Hollanda'nın eğitim sektörüne diğer ülkelerden daha sonra girmeye çalışıyor olması görece ucuzluğu getirmiş olabilirdi. İngiltere gibi ülkelerde ise bu sektör, artık ülkenin başlı başına bir gelir kalemi olarak ele alınıyor ve oldukça pahalı bir hizmet alanı olarak karşımıza çıkıyor.

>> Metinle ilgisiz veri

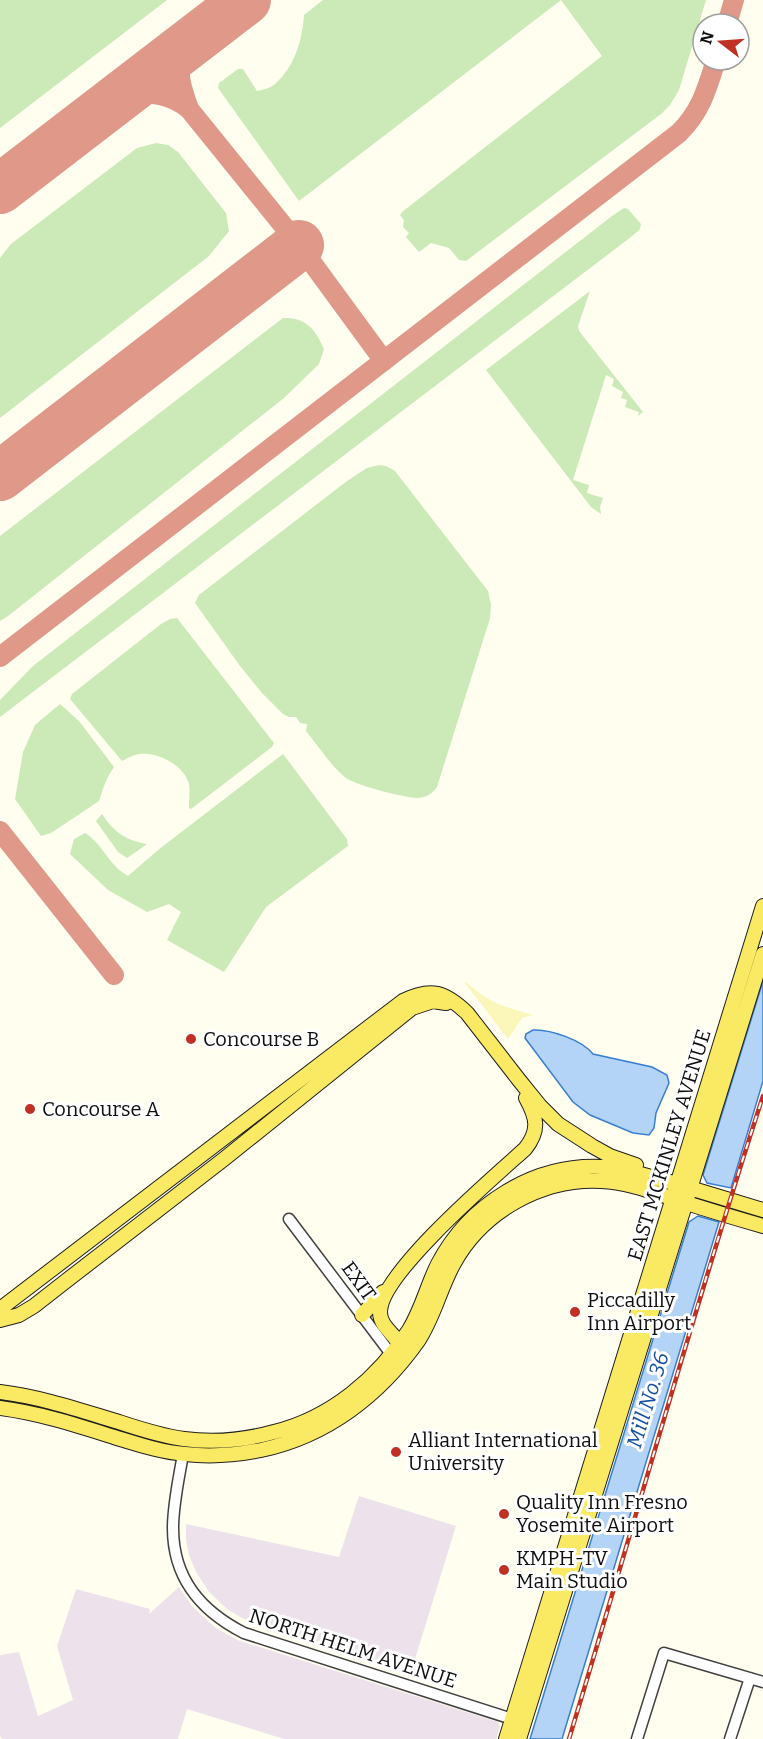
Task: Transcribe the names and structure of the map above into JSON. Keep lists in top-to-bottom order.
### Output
{
  "streets": {
    "main road": ["EAST MCKINLEY AVENUE"],
    "street": ["EXIT", "NORTH HELM AVENUE"]
  },
  "crossings": [
    ["EAST MCKINLEY AVENUE", "NORTH HELM AVENUE"]
  ],
  "water": ["Mill No. 36"],
  "places": [
    "Concourse B",
    "Concourse A",
    "Piccadilly Inn Airport",
    "Alliant International University",
    "Quality Inn Fresno Yosemite Airport",
    "KMPH-TV Main Studio"
  ],
  "north": "left"
}
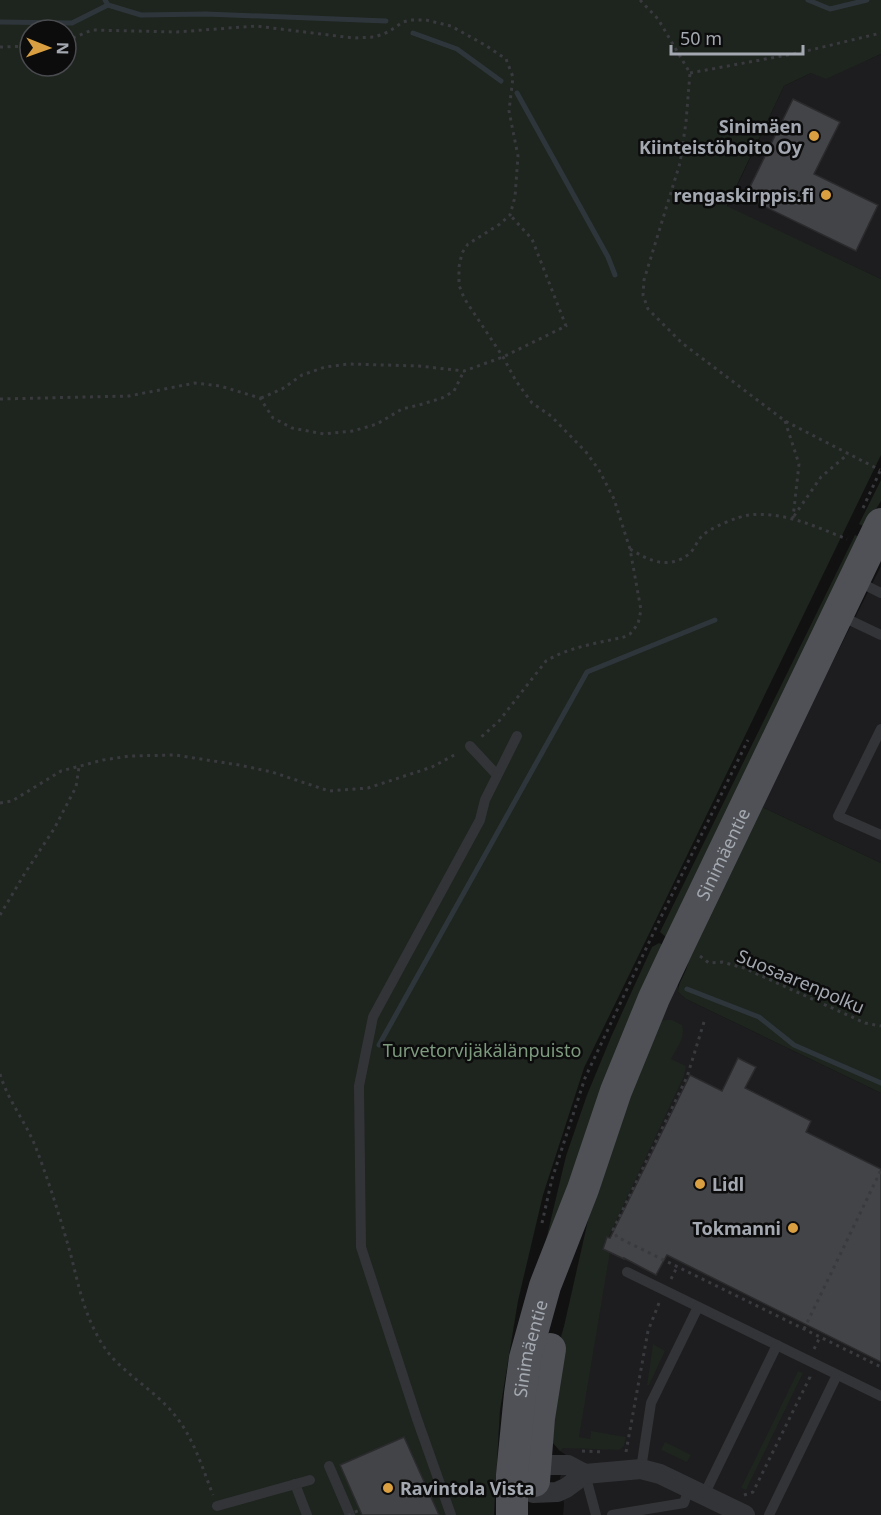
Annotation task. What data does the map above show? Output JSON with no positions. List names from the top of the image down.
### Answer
{
  "streets": {
    "main road": ["Sinimäentie"],
    "path": ["Suosaarenpolku"]
  },
  "parks": ["Turvetorvijäkälänpuisto"],
  "places": [
    "Sinimäen Kiinteistöhoito Oy",
    "rengaskirppis.fi",
    "Lidl",
    "Tokmanni",
    "Ravintola Vista"
  ],
  "scale_bar": "50 m",
  "north": "right"
}
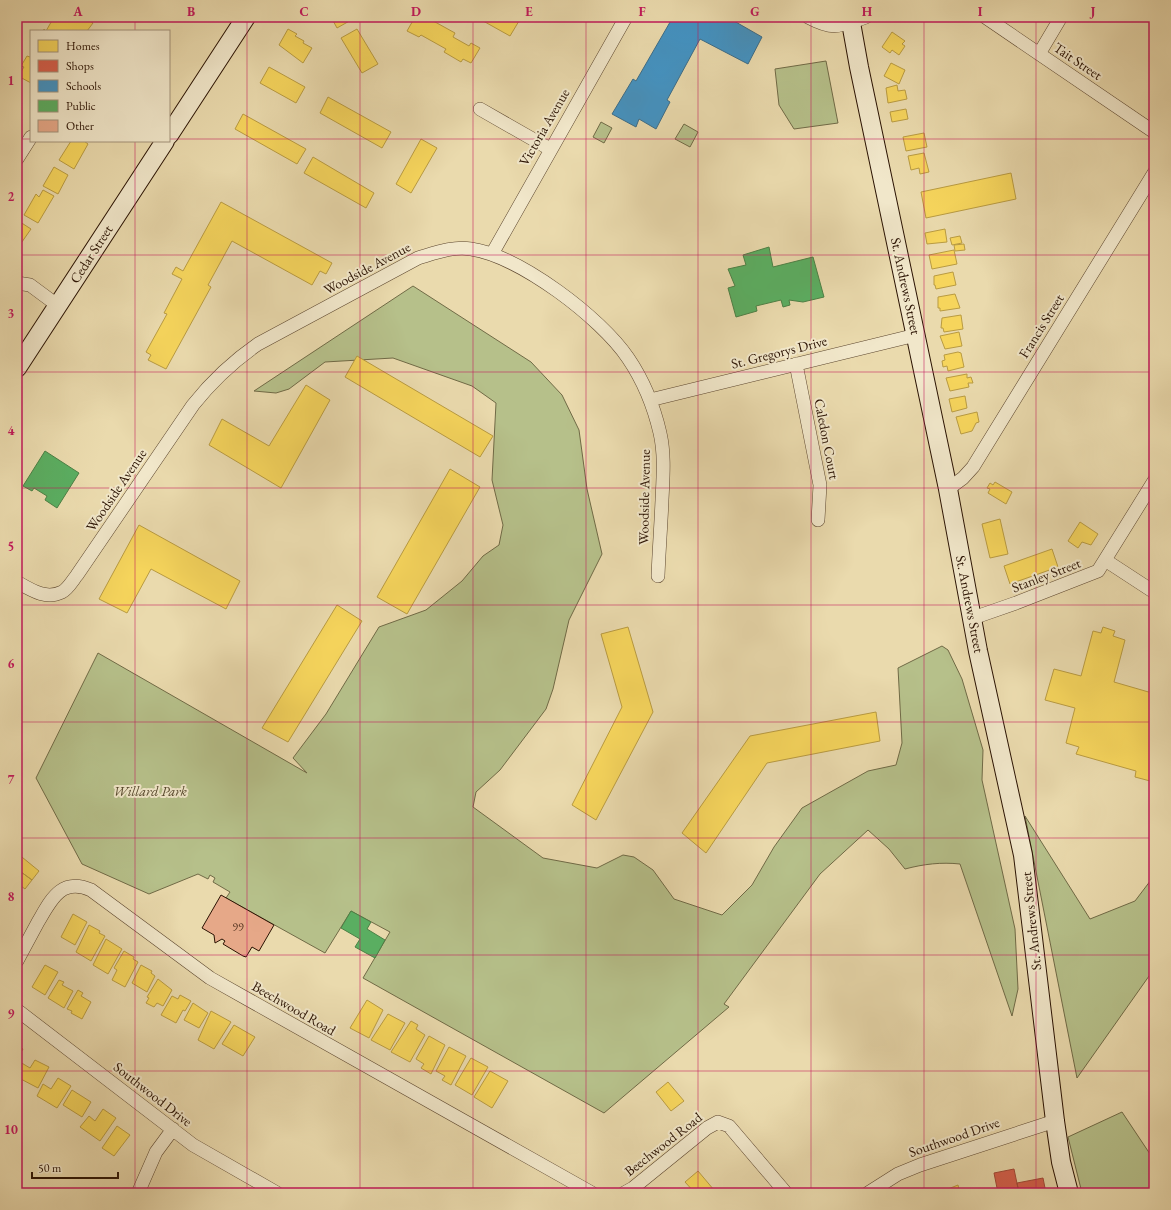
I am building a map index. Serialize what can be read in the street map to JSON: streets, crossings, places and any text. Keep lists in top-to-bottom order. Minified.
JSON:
{"streets":{"main road":["Cedar Street","St. Andrews Street"],"street":["Tait Street","Victoria Avenue","Woodside Avenue","Francis Street","St. Gregorys Drive","Caledon Court","Stanley Street","Beechwood Road","Southwood Drive"]},"crossings":[["Victoria Avenue","Woodside Avenue"],["Woodside Avenue","St. Gregorys Drive"],["St. Andrews Street","Francis Street"],["St. Andrews Street","St. Gregorys Drive"],["St. Andrews Street","Stanley Street"],["St. Andrews Street","Southwood Drive"],["St. Gregorys Drive","Caledon Court"]],"parks":["Willard Park"],"house_numbers":["99"],"legend":["Homes","Shops","Schools","Public","Other"],"scale_bar":"50 m","grid":{"columns":["A","B","C","D","E","F","G","H","I","J"],"rows":["1","2","3","4","5","6","7","8","9","10"]}}
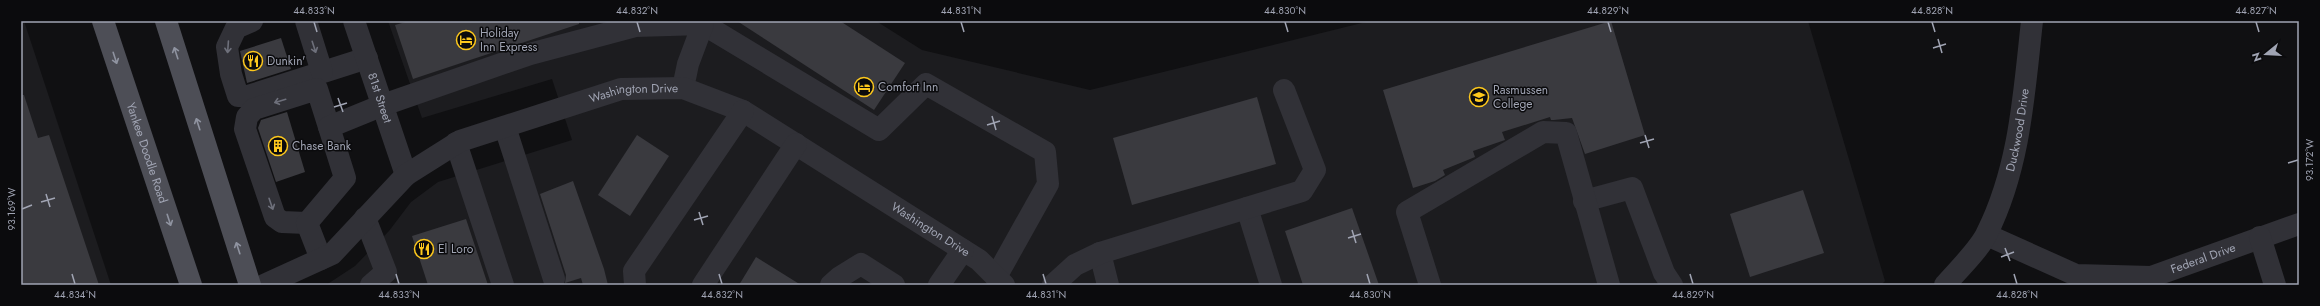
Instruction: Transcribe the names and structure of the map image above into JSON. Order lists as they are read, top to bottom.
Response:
{
  "streets": {
    "main road": ["Yankee Doodle Road"],
    "street": [
      "Washington Drive",
      "81st Street",
      "Duckwood Drive",
      "Federal Drive"
    ]
  },
  "crossings": [
    ["Washington Drive", "81st Street"],
    ["Duckwood Drive", "Federal Drive"]
  ],
  "places": {
    "hotel": ["Holiday Inn Express", "Comfort Inn"],
    "restaurant": ["Dunkin'", "El Loro"],
    "school or university": ["Rasmussen College"],
    "building": ["Chase Bank"]
  },
  "north": "left",
  "coordinates": [
    "44.833°N",
    "44.832°N",
    "44.831°N",
    "44.830°N",
    "44.829°N",
    "44.828°N",
    "44.827°N",
    "93.172°W",
    "93.169°W",
    "44.834°N"
  ]
}
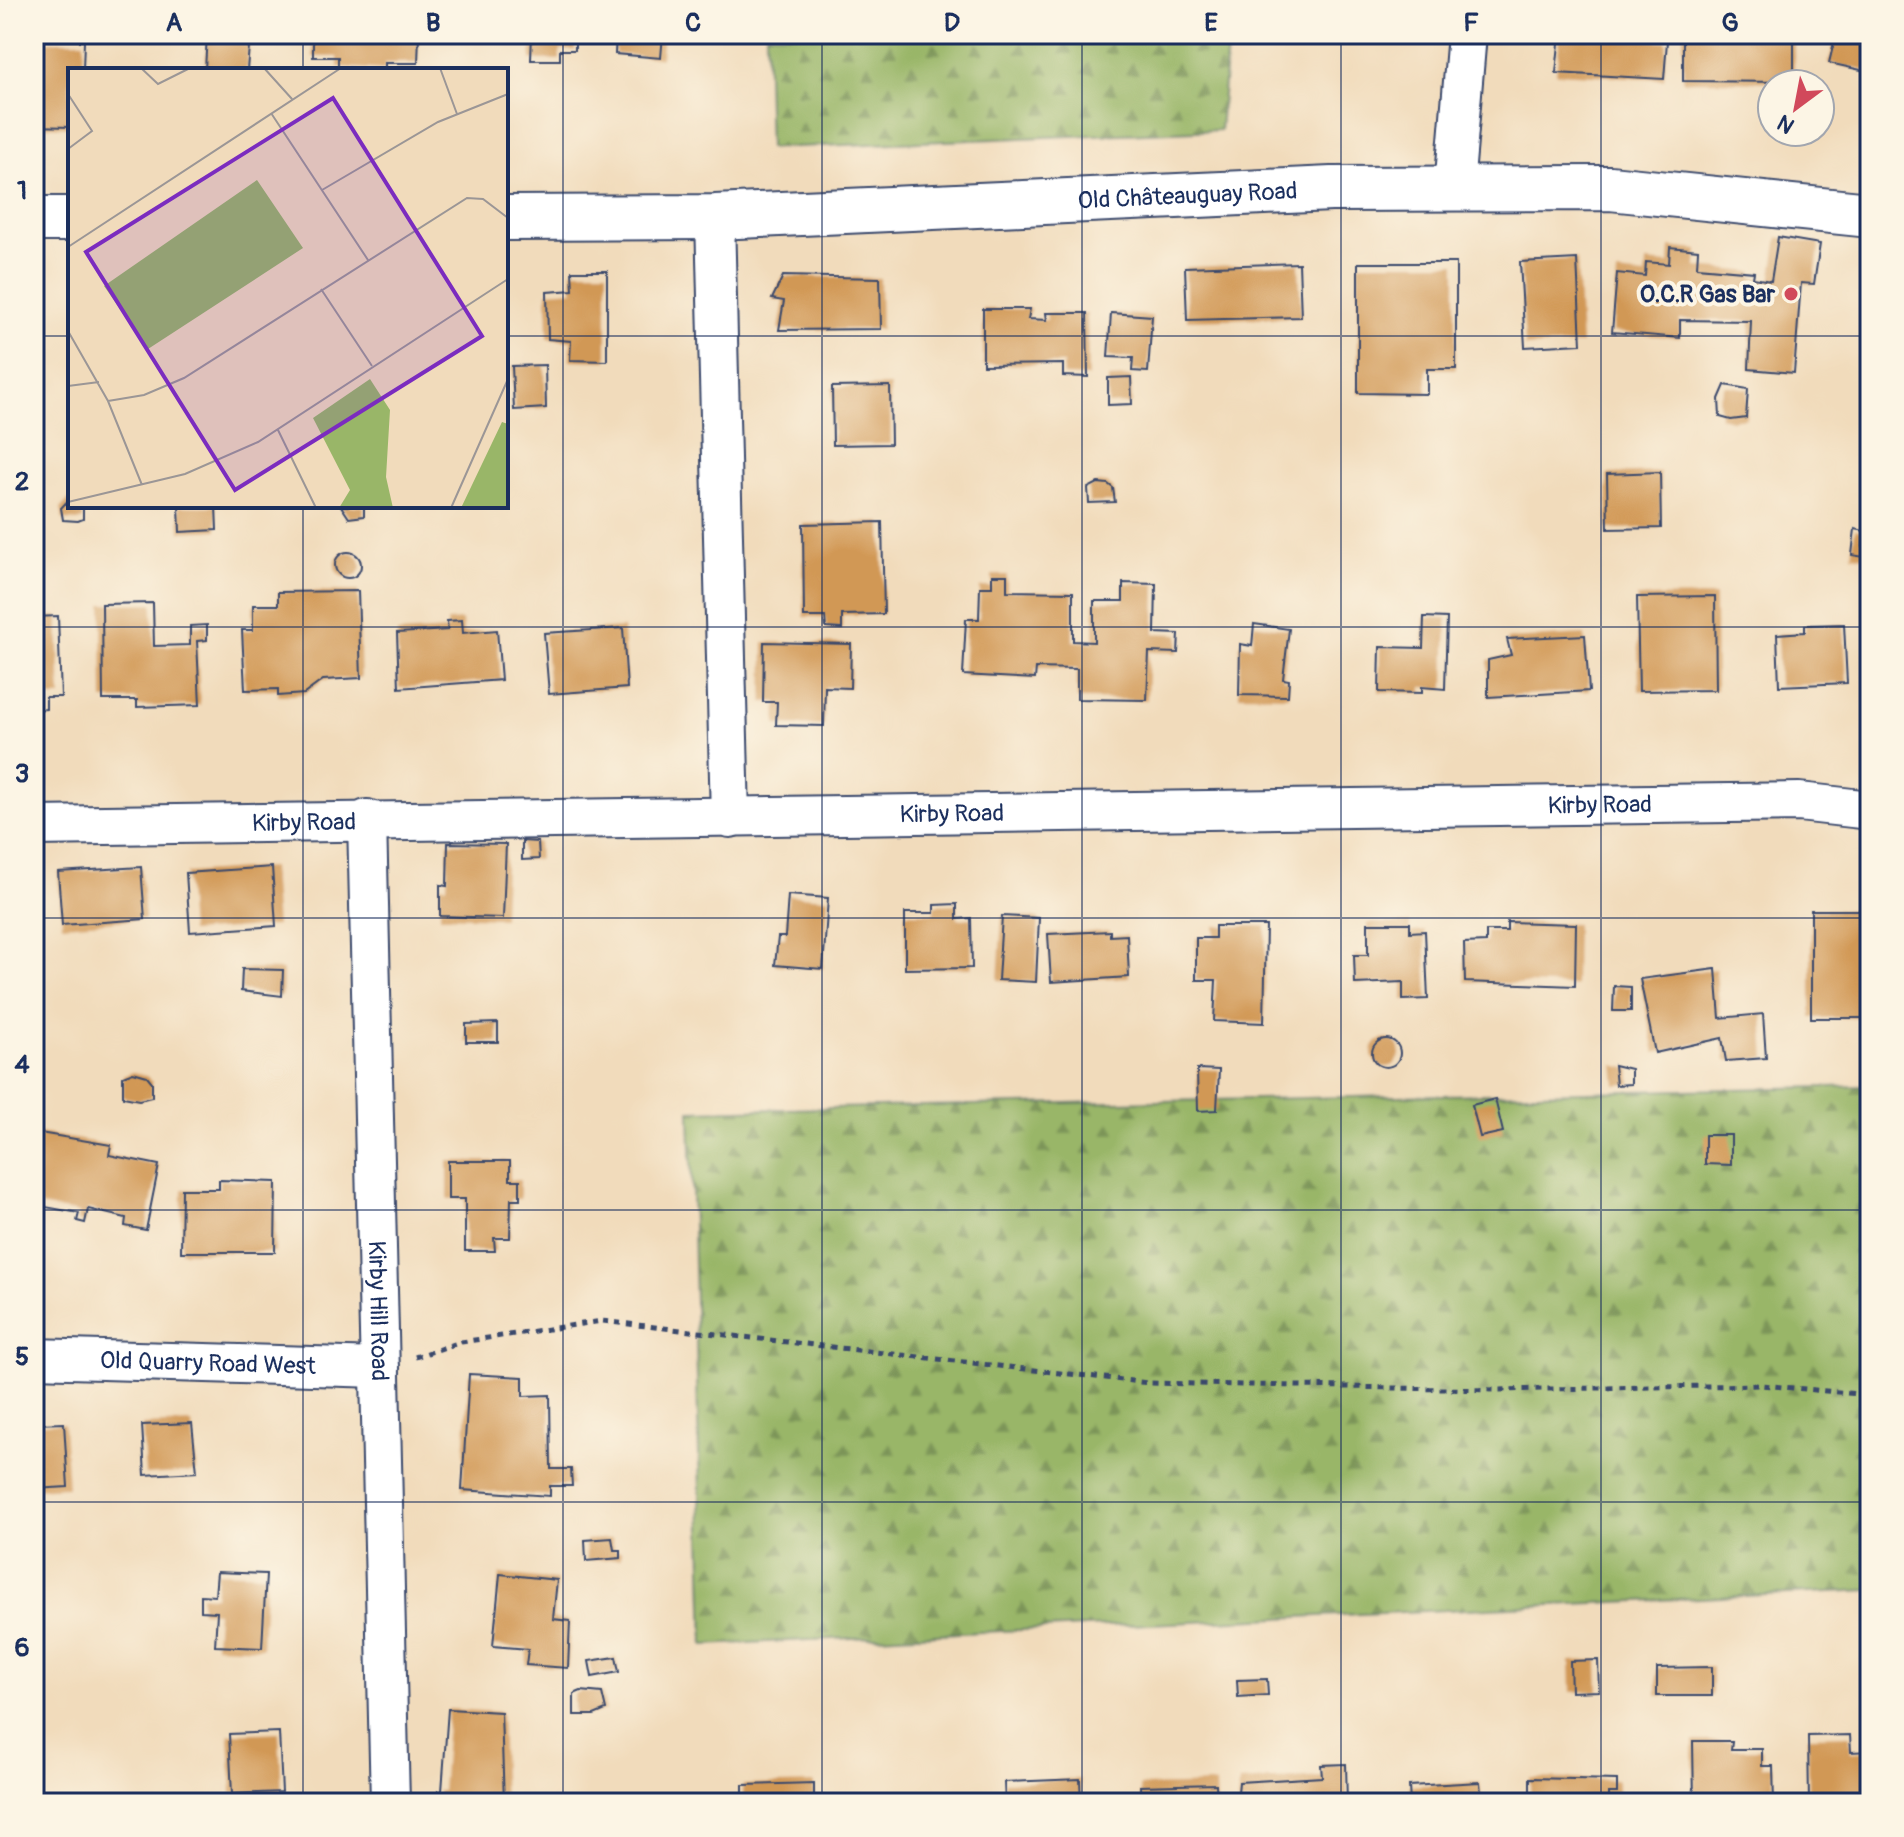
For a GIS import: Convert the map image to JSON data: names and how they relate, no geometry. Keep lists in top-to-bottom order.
{
  "streets": {
    "street": [
      "Old Châteauguay Road",
      "Kirby Road",
      "Kirby Hill Road",
      "Old Quarry Road West"
    ]
  },
  "crossings": [
    ["Kirby Road", "Kirby Hill Road"],
    ["Kirby Hill Road", "Old Quarry Road West"]
  ],
  "places": ["O.C.R Gas Bar"],
  "north": "bottom left",
  "grid": {
    "columns": [
      "A",
      "B",
      "C",
      "D",
      "E",
      "F",
      "G"
    ],
    "rows": [
      "1",
      "2",
      "3",
      "4",
      "5",
      "6"
    ]
  }
}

Kısaca eğitim modelinden bahsedecek olursak; Hollanda’da iki temel yüksek öğretim kurumu bulunuyor. Uygulamalı bilimler Üniversitesi ( University of Applied sciences) ve Araştırma üniversiteleri ( Research Universities).
Uygulamalı bilimler Üniversiteleri (Hollandaca: hogescholen); bunlar da daha çok uygulamaya yönelik alanlarda eğitim verirler ve öğrencileri belirli meslekler ve uygulamalı araştırmalar için hazırlarlar. Hollanda'da devlet tarafından finanse edilen toplam 37 Uygulamalı Bilimler Üniversitesi bulunuyor.
Araştırma Üniversitelerin bir çoğunun mesleki bir bileşeni de olsa, bu üniversiteler daha ziyade akademik çalışmalara ve bilimsel araştırmalara yönlendiren bir eğitim sunuyorlar. Hollanda Devleti tarafından finanse edilen toplam 14 araştırma üniversitesi bulunuyor.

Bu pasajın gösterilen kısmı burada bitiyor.